For now, though, some American exporters are dealing with higher prices for their items they sell in China. Meanwhile, some Chinese exports will become more expensive for U.S. businesses and consumers.

The news of the tariffs also hit the stock market hard. The Dow Jones dropped 458 points on Monday, while the NASDAQ and S&P 500 each fell more than 3 percent.

The result for American businesses and consumers is that they will pay more for Chinese imports with tariff-adjusted prices. Prices of imported metals used in making cars could hike the costs of vehicles. That would weaken car sales, and automakers' hiring of new workers.

The U.S. cannot change its deficit-driven trade policy with other countries, according to Barfield, without closing the ratio between American savings and investment.
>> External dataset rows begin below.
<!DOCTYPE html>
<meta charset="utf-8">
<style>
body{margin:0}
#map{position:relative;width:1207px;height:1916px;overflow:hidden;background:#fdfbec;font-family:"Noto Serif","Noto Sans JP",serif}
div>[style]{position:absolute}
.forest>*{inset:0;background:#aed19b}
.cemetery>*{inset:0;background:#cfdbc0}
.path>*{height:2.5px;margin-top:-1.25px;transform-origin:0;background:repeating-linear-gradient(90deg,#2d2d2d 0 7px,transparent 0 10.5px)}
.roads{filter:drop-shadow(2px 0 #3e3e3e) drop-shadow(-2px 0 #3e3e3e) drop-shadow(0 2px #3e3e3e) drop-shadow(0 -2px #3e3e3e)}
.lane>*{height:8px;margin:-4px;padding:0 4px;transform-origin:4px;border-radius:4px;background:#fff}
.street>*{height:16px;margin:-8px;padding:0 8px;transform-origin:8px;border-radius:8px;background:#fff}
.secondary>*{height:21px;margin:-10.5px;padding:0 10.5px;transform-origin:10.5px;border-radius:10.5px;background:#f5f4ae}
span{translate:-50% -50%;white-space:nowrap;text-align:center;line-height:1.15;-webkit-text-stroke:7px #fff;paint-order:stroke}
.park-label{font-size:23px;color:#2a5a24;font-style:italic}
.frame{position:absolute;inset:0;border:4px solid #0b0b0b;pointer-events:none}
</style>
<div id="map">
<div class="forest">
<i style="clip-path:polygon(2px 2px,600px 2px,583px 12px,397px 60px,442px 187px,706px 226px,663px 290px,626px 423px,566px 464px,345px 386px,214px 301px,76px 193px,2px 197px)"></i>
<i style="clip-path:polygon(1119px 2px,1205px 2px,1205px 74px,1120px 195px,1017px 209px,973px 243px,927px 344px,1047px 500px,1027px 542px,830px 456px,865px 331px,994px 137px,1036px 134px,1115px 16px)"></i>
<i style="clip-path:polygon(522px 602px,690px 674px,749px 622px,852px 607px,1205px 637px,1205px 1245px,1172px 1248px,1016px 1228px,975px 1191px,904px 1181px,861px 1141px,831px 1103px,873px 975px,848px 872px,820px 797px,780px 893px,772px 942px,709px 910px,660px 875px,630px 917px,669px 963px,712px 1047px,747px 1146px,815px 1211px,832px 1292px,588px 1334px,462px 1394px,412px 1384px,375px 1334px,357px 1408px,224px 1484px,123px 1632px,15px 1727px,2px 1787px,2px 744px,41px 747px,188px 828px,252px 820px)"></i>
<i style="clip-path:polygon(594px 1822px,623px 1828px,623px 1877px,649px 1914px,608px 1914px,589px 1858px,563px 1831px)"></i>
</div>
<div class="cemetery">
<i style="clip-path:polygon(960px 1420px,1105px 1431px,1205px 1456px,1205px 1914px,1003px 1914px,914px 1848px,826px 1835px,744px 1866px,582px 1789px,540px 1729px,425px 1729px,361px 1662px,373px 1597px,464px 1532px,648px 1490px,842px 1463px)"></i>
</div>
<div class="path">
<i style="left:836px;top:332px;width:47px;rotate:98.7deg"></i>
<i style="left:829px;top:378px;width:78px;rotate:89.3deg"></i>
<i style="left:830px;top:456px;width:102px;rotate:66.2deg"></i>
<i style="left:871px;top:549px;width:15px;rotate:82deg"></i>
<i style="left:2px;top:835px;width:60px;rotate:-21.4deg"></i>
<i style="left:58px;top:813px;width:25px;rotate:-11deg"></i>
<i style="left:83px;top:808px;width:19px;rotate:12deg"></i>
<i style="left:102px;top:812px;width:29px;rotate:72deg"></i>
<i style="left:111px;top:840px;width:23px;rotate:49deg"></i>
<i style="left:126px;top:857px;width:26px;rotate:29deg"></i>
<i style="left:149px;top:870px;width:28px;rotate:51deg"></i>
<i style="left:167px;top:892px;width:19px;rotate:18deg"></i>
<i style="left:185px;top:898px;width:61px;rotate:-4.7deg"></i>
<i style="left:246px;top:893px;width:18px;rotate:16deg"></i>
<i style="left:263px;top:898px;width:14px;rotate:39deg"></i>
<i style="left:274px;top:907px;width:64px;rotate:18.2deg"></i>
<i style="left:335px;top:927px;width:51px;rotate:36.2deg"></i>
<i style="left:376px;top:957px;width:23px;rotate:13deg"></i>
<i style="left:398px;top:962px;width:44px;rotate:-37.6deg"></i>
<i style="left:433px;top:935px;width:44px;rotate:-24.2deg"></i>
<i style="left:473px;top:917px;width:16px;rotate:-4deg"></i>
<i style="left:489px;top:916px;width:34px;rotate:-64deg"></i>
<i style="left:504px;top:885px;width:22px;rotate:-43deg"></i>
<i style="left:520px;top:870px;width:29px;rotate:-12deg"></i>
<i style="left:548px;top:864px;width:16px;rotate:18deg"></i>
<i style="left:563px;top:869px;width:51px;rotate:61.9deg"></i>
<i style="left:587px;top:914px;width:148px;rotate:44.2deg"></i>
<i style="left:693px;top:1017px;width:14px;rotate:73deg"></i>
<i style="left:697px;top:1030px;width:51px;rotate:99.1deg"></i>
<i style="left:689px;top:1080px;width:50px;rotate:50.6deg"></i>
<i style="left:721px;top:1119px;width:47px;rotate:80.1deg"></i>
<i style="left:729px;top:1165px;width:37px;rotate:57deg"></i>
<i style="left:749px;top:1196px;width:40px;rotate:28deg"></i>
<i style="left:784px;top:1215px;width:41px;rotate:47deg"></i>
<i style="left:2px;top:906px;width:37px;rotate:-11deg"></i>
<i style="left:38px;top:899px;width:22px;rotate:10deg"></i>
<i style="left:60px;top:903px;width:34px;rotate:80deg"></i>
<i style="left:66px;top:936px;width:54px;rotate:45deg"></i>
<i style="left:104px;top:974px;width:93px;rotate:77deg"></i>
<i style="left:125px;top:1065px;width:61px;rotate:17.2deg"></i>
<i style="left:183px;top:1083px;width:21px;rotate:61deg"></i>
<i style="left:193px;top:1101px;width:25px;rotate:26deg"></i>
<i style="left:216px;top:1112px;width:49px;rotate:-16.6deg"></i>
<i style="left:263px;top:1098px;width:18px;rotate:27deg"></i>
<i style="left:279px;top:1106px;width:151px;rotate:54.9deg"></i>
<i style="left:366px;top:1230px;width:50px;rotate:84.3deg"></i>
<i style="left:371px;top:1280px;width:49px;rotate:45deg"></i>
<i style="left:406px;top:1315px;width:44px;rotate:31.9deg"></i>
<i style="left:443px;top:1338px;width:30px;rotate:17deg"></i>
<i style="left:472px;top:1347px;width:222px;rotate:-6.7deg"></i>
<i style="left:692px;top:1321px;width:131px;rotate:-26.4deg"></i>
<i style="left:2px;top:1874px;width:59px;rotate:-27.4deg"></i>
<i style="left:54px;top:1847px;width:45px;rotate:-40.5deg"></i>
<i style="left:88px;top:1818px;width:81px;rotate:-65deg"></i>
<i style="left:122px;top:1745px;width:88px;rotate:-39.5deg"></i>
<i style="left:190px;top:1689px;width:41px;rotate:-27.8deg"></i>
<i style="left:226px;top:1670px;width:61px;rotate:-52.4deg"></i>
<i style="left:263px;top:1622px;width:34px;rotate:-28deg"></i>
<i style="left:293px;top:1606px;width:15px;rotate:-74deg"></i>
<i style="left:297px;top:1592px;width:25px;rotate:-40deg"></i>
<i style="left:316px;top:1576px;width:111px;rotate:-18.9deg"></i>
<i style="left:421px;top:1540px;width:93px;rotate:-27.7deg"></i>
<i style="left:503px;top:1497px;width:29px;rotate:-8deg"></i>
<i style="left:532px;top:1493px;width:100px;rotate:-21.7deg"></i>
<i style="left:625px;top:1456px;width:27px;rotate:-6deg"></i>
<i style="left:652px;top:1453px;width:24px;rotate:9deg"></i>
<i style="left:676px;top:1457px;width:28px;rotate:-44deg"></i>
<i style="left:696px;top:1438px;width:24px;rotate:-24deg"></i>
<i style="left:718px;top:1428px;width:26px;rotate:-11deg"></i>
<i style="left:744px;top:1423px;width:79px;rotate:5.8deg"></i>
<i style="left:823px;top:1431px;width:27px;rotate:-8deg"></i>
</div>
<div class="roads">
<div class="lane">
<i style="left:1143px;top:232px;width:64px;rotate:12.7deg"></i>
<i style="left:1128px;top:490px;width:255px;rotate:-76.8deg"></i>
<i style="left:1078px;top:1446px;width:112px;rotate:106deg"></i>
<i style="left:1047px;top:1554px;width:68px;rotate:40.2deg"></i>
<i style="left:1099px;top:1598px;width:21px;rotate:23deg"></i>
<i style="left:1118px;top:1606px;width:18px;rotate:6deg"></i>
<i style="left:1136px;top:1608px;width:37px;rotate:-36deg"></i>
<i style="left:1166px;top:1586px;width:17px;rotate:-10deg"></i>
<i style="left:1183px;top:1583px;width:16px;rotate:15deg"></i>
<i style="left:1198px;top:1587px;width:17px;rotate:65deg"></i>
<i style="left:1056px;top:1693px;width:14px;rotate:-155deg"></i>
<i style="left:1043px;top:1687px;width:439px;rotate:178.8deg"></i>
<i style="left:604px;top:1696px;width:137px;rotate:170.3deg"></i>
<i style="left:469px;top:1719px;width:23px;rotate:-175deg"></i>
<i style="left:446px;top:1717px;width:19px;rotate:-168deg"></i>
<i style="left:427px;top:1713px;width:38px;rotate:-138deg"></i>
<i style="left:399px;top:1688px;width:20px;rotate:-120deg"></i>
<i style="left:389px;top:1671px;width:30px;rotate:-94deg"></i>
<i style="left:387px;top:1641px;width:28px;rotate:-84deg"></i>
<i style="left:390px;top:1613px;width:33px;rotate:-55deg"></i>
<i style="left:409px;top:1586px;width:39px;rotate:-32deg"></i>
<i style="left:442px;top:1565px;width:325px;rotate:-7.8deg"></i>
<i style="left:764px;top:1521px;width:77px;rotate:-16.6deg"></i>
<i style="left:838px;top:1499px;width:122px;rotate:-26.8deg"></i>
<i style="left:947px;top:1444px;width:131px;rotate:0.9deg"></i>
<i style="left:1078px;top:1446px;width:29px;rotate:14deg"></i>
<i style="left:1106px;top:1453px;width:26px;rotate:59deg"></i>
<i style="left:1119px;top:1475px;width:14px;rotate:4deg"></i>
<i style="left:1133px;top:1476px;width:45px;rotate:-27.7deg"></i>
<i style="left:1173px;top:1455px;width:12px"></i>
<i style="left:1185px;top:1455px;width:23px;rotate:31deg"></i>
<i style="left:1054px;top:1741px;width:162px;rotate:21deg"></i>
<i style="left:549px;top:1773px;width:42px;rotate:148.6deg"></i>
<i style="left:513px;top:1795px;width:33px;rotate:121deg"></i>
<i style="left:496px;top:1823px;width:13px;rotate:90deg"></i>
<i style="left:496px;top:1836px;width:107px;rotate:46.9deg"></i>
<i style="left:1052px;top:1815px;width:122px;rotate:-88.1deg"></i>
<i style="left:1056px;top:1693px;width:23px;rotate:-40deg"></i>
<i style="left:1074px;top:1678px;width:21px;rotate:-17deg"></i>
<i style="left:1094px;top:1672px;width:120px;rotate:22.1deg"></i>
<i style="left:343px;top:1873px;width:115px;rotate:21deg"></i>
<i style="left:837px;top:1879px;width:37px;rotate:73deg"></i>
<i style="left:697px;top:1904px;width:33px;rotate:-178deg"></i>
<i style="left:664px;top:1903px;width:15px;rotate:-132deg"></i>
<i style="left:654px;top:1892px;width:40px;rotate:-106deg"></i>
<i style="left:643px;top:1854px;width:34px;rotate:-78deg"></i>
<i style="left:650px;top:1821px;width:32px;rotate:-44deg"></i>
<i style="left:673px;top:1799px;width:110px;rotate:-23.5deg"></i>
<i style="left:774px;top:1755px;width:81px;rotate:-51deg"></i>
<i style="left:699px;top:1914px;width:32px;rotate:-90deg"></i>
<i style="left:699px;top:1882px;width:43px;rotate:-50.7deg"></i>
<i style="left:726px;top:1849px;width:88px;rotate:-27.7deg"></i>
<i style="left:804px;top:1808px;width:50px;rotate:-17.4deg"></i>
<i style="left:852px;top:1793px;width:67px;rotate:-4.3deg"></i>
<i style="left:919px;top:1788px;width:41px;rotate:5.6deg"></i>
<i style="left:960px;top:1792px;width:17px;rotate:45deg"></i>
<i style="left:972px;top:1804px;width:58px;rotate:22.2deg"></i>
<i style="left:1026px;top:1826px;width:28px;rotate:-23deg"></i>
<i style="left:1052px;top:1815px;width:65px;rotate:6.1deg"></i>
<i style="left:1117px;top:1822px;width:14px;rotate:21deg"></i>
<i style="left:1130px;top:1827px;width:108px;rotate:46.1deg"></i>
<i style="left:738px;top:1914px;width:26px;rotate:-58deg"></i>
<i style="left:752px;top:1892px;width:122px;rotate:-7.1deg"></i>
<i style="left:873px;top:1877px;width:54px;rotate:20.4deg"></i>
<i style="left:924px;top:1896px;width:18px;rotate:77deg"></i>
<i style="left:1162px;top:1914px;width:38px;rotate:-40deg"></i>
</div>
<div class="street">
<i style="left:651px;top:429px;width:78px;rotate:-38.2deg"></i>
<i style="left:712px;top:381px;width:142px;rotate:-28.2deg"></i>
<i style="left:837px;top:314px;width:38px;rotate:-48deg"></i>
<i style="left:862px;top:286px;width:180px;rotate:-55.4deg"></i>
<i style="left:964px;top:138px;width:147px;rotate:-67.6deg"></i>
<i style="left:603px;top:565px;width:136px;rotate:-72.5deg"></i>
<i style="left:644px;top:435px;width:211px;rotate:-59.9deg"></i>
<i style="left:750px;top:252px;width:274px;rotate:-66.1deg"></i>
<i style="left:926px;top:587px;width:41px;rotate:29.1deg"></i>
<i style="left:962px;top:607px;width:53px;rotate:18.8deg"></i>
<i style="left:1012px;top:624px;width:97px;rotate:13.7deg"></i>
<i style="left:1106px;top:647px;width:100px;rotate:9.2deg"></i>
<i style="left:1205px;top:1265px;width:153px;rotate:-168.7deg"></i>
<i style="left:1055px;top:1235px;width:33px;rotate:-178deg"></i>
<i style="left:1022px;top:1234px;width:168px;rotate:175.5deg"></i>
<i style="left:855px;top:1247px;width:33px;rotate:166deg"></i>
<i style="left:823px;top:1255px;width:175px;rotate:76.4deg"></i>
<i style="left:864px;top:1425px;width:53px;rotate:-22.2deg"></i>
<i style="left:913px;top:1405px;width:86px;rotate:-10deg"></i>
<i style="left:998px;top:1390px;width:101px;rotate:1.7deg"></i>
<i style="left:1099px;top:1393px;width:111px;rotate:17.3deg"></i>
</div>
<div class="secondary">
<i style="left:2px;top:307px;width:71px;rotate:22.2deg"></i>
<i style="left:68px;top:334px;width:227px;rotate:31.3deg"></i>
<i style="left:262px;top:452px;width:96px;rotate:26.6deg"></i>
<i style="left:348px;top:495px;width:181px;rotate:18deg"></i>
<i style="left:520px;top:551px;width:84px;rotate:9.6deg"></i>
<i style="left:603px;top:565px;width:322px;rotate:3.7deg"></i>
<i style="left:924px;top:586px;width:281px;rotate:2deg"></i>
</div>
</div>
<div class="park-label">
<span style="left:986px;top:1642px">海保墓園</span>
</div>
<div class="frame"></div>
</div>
"The U.S. has had a trade deficit with the world for 40 years," Barfield said. "We don't save enough to cover our investment and consumption."

What does cover that gap? The U.S. borrows to finance its trade deficit.

The Trump administration has already announced plans for an additional $50 billion in tariffs on 1,300 Chinese exports, including aerospace and communications technology. Given that China will likely impose more tariffs on U.S. imports if Trump follows through with this plan, the future of this simmering trade dispute looks bleak. A number of background talks between China and the U.S are underway, Barfield said, but it is unclear what the outcome will be.

This move by China "sends a message," said Dean Baker, a senior economist with the Center for Economic and Policy Research. "I'm sure they are prepared to do more if Trump keeps pushing. That will not be a good story."